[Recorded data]
——
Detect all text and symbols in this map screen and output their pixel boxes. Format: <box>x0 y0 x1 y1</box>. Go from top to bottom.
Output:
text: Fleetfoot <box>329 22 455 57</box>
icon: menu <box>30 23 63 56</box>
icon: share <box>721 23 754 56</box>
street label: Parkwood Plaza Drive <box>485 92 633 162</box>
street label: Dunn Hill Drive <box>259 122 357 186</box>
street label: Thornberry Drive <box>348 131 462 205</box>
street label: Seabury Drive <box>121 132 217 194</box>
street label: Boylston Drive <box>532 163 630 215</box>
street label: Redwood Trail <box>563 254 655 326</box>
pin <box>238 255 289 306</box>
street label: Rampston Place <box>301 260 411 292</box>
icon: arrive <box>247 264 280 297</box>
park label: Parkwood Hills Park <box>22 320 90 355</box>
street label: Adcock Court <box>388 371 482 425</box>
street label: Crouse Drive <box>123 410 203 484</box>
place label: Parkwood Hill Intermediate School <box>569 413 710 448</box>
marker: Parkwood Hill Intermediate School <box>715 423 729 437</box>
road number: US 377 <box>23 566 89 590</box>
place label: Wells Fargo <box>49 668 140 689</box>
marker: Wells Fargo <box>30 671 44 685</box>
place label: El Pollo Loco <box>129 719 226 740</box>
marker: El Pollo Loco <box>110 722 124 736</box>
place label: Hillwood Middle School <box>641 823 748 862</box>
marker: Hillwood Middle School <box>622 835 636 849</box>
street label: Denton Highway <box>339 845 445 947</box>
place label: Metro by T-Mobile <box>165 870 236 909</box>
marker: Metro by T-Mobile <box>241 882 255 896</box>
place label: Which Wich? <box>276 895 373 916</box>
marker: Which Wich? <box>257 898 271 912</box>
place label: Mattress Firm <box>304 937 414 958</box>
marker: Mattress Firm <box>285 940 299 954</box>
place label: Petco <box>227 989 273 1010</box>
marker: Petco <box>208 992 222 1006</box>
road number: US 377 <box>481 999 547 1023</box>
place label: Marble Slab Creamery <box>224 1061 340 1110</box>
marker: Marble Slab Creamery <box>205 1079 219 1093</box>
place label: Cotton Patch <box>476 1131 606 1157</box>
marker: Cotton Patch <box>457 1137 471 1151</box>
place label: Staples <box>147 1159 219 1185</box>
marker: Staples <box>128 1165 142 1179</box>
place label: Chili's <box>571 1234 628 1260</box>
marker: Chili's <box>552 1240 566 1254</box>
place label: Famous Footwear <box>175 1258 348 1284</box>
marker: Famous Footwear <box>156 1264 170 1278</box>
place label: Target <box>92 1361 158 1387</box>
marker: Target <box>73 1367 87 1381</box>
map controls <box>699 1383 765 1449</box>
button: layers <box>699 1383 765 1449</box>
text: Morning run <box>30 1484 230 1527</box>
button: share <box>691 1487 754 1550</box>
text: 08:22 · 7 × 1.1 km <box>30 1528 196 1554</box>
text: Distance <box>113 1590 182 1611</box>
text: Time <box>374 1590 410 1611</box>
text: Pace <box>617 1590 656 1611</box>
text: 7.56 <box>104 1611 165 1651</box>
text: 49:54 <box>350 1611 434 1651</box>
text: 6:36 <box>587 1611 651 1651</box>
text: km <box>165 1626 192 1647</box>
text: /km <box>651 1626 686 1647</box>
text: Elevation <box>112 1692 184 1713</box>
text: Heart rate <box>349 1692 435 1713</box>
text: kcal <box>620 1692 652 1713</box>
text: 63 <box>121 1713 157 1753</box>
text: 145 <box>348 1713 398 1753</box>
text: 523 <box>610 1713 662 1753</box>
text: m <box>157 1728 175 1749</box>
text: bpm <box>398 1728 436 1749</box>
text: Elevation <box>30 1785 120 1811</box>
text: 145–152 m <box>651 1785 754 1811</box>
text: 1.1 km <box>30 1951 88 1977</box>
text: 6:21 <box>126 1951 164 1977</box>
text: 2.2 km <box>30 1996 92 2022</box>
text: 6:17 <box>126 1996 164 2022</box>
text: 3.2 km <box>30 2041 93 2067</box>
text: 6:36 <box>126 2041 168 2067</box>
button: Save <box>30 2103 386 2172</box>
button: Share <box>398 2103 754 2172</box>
——
What to produce >>
Write out the data a second time, exactly the same.

Result below >>
Detect all text and symbols in this map screen and output their pixel boxes. Format: <box>x0 y0 x1 y1</box>. Go from top to bottom.
Output:
text: Fleetfoot <box>329 22 455 57</box>
icon: menu <box>30 23 63 56</box>
icon: share <box>721 23 754 56</box>
street label: Parkwood Plaza Drive <box>485 92 633 162</box>
street label: Dunn Hill Drive <box>259 122 357 186</box>
street label: Thornberry Drive <box>348 131 462 205</box>
street label: Seabury Drive <box>121 132 217 194</box>
street label: Boylston Drive <box>532 163 630 215</box>
street label: Redwood Trail <box>563 254 655 326</box>
pin <box>238 255 289 306</box>
street label: Rampston Place <box>301 260 411 292</box>
icon: arrive <box>247 264 280 297</box>
park label: Parkwood Hills Park <box>22 320 90 355</box>
street label: Adcock Court <box>388 371 482 425</box>
street label: Crouse Drive <box>123 410 203 484</box>
place label: Parkwood Hill Intermediate School <box>569 413 710 448</box>
marker: Parkwood Hill Intermediate School <box>715 423 729 437</box>
road number: US 377 <box>23 566 89 590</box>
place label: Wells Fargo <box>49 668 140 689</box>
marker: Wells Fargo <box>30 671 44 685</box>
place label: El Pollo Loco <box>129 719 226 740</box>
marker: El Pollo Loco <box>110 722 124 736</box>
place label: Hillwood Middle School <box>641 823 748 862</box>
marker: Hillwood Middle School <box>622 835 636 849</box>
street label: Denton Highway <box>339 845 445 947</box>
place label: Metro by T-Mobile <box>165 870 236 909</box>
marker: Metro by T-Mobile <box>241 882 255 896</box>
place label: Which Wich? <box>276 895 373 916</box>
marker: Which Wich? <box>257 898 271 912</box>
place label: Mattress Firm <box>304 937 414 958</box>
marker: Mattress Firm <box>285 940 299 954</box>
place label: Petco <box>227 989 273 1010</box>
marker: Petco <box>208 992 222 1006</box>
road number: US 377 <box>481 999 547 1023</box>
place label: Marble Slab Creamery <box>224 1061 340 1110</box>
marker: Marble Slab Creamery <box>205 1079 219 1093</box>
place label: Cotton Patch <box>476 1131 606 1157</box>
marker: Cotton Patch <box>457 1137 471 1151</box>
place label: Staples <box>147 1159 219 1185</box>
marker: Staples <box>128 1165 142 1179</box>
place label: Chili's <box>571 1234 628 1260</box>
marker: Chili's <box>552 1240 566 1254</box>
place label: Famous Footwear <box>175 1258 348 1284</box>
marker: Famous Footwear <box>156 1264 170 1278</box>
place label: Target <box>92 1361 158 1387</box>
marker: Target <box>73 1367 87 1381</box>
map controls <box>699 1383 765 1449</box>
button: layers <box>699 1383 765 1449</box>
text: Morning run <box>30 1484 230 1527</box>
button: share <box>691 1487 754 1550</box>
text: 08:22 · 7 × 1.1 km <box>30 1528 196 1554</box>
text: Distance <box>113 1590 182 1611</box>
text: Time <box>374 1590 410 1611</box>
text: Pace <box>617 1590 656 1611</box>
text: 7.56 <box>104 1611 165 1651</box>
text: 49:54 <box>350 1611 434 1651</box>
text: 6:36 <box>587 1611 651 1651</box>
text: km <box>165 1626 192 1647</box>
text: /km <box>651 1626 686 1647</box>
text: Elevation <box>112 1692 184 1713</box>
text: Heart rate <box>349 1692 435 1713</box>
text: kcal <box>620 1692 652 1713</box>
text: 63 <box>121 1713 157 1753</box>
text: 145 <box>348 1713 398 1753</box>
text: 523 <box>610 1713 662 1753</box>
text: m <box>157 1728 175 1749</box>
text: bpm <box>398 1728 436 1749</box>
text: Elevation <box>30 1785 120 1811</box>
text: 145–152 m <box>651 1785 754 1811</box>
text: 1.1 km <box>30 1951 88 1977</box>
text: 6:21 <box>126 1951 164 1977</box>
text: 2.2 km <box>30 1996 92 2022</box>
text: 6:17 <box>126 1996 164 2022</box>
text: 3.2 km <box>30 2041 93 2067</box>
text: 6:36 <box>126 2041 168 2067</box>
button: Save <box>30 2103 386 2172</box>
button: Share <box>398 2103 754 2172</box>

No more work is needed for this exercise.